You haven’t made an ecological gesture. You’ve just asked your question in the right place.

The narrative “AI consumes ten times more than Google” is not only inaccurate. It protects an infrastructure – mobile advertising web – whose real energy cost has never been correctly accounted for because no one had the intention to do so.

A modern web page is not a document. It’s a software package that executes hundreds of operations for advertisers you’ll never see. You pay the cost in time. Your battery pays the cost in watts.

The LLM wins this comparison because its opponents are extraordinarily inefficient. Not because it is virtuous.

It’s a difference that matters – for your purchasing decisions, for your CSR policies, and for the next time someone explains in a meeting that “AI is bad for the planet.”

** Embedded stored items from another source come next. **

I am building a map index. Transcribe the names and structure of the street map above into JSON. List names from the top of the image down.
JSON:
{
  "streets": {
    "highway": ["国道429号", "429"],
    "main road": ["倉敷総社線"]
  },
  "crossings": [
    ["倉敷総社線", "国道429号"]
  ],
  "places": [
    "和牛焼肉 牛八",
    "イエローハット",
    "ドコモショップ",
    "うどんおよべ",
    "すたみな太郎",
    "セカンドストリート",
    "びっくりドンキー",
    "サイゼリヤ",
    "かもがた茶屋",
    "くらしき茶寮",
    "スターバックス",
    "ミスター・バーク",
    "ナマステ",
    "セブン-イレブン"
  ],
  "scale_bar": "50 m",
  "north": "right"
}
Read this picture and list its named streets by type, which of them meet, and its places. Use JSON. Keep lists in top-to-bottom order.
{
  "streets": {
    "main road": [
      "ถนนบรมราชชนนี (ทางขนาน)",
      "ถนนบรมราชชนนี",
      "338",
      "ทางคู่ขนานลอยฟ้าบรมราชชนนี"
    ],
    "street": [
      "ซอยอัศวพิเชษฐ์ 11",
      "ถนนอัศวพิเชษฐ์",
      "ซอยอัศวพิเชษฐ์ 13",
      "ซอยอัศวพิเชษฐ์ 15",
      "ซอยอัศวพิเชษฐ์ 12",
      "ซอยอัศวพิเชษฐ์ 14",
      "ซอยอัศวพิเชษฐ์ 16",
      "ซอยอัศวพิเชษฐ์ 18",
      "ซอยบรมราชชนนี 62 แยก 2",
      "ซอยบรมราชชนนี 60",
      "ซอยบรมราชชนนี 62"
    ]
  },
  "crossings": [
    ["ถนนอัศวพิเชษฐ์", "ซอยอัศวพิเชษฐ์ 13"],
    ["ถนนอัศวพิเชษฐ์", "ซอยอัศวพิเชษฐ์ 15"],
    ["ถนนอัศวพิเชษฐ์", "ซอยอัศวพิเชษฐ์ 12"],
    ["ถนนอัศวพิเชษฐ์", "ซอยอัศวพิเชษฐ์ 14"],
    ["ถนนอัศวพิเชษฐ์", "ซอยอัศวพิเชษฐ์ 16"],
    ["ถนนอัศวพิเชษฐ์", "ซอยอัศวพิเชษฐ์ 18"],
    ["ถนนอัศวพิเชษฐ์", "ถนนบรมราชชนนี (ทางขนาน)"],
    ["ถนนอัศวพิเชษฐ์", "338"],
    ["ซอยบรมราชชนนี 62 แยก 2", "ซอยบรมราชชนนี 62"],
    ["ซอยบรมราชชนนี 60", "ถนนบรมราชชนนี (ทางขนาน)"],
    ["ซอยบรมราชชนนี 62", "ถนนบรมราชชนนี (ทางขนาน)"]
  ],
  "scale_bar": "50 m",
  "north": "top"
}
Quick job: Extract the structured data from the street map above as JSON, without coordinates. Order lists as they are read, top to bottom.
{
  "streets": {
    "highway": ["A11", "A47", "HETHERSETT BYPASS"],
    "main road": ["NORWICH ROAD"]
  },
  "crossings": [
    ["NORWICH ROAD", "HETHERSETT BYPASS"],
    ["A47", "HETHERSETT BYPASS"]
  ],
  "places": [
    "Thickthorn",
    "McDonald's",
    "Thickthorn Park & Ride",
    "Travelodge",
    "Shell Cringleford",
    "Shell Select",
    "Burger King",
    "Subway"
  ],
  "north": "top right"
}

Main source: Duprat, C. (2026). The Thermodynamic Efficiency Inversion: A Comparative Energy Lifecycle Assessment of Generative AI Inference versus Ad-Supported Web Search Sessions. Working paper, ICOM’Provence. Revised on March 25, 2026. Non-peer-reviewed working paper – underlying empirical data (Google arXiv:2508.15734, Khan et al. 2024, Spatharioti et al. CHI 2025) are published and independently verifiable.